Olvera estudia el desarrollo del hip-hop regio desde 2012 y en un futuro espera publicar un libro.

Géneros

La herencia hip-hop neoyorkina llegó poco antes de los años de la década de 1990 a Monterrey, con la televisión por cable y la migración.
Los pioneros son el grupo Vagabundos Underground, escribe el MC Miguel Contreras, Quid Comba, en la revista Identidades. Sus letras hablan de la calle, las drogas y la policía.
Dentro del rap hay varios subgéneros, explica Contreras.
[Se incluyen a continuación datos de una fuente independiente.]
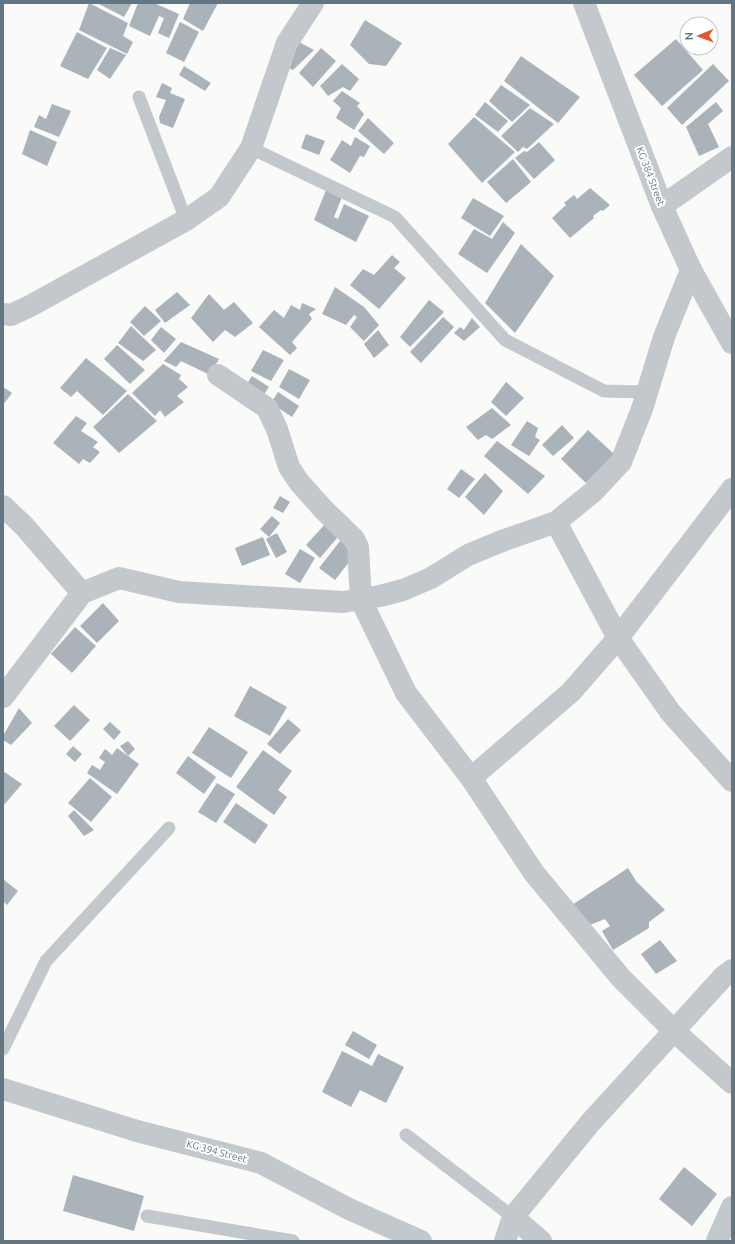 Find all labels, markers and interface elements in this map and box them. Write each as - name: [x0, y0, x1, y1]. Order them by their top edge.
- north arrow: [679, 16, 719, 56]
- text: N: [683, 32, 695, 40]
- street label: KG 384 Street: [634, 145, 667, 207]
- street label: KG 394 Street: [186, 1138, 248, 1165] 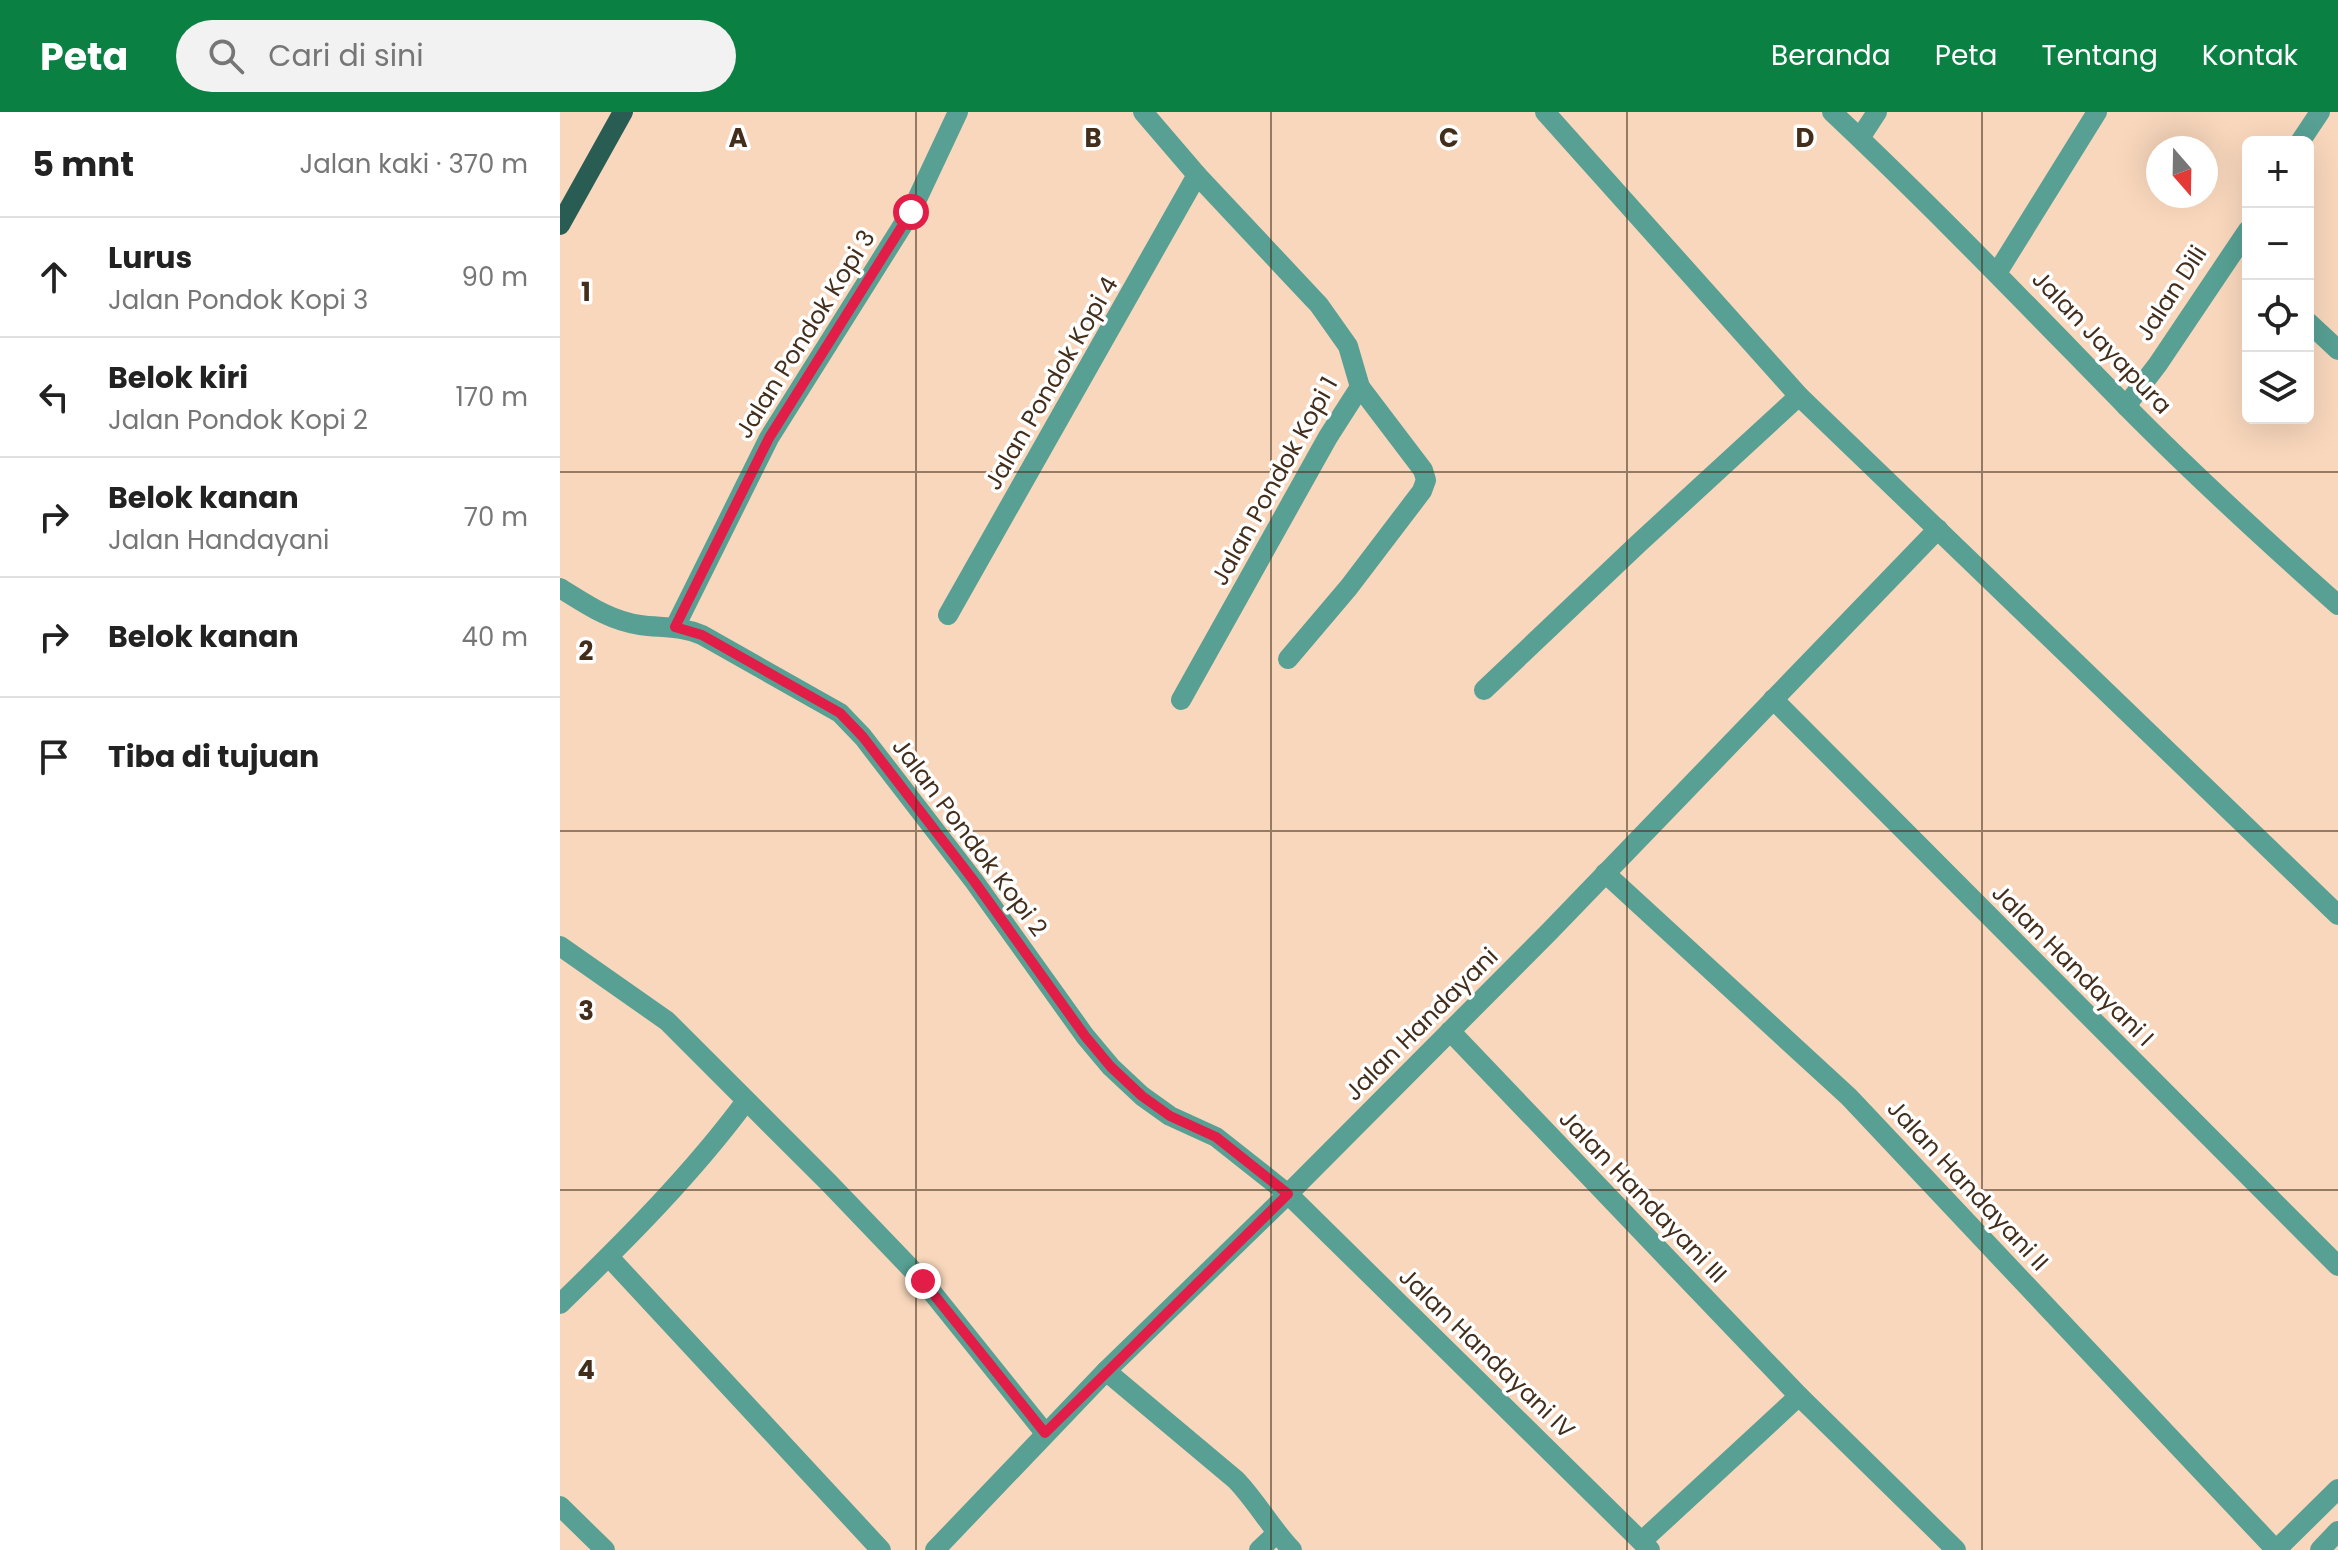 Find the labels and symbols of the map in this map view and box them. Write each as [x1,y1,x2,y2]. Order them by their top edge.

Hay rap chicano, (de la comunidad mexicoamericana), conciencia (crítica social), gangsta (sobre violencia en zonas marginadas) o queer (temáticas gay).
Entre los exponentes locales, las mujeres MC son un tres por ciento.
Una es Janet Alvizo Ibarra, Jota Ache, de 23 años, quien en su rap cuestiona los clichés, y reflexiona sobre la violencia y el desamor.
“Hay pocas porque nos falta unión a las mujeres”, dice la estudiante de Medicina de la UANL. Olvera apunta otro factor: el machismo.

Agente de ¿cambio?

Daniel Sánchez, Smak, vecino de Unidad Laboral y estudiante de Sociología de la UANL, pertenecía a una pandilla cuyos integrantes están muertos o encerrados en el Penal.
“El hip-hop no va a salvar las vidas, es qué tanto te comprometas. Te mantiene ocupado, te genera valores”, expresa el rapero de 23 años.
Los raperos se hacen conscientes de su entorno al reflexionar sobre las problemáticas que los rodean, apunta Olvera.
La justicia, de Fito Punto Ce, recuerda a los estudiantes del Tec asesinados por militares y los daños colaterales de la guerra contra el narco.
“Balas que se pierden entre tanto ciudadano y mucho policía sometiendo con sus manos”, rapea con beat pegajoso Rafael Flores.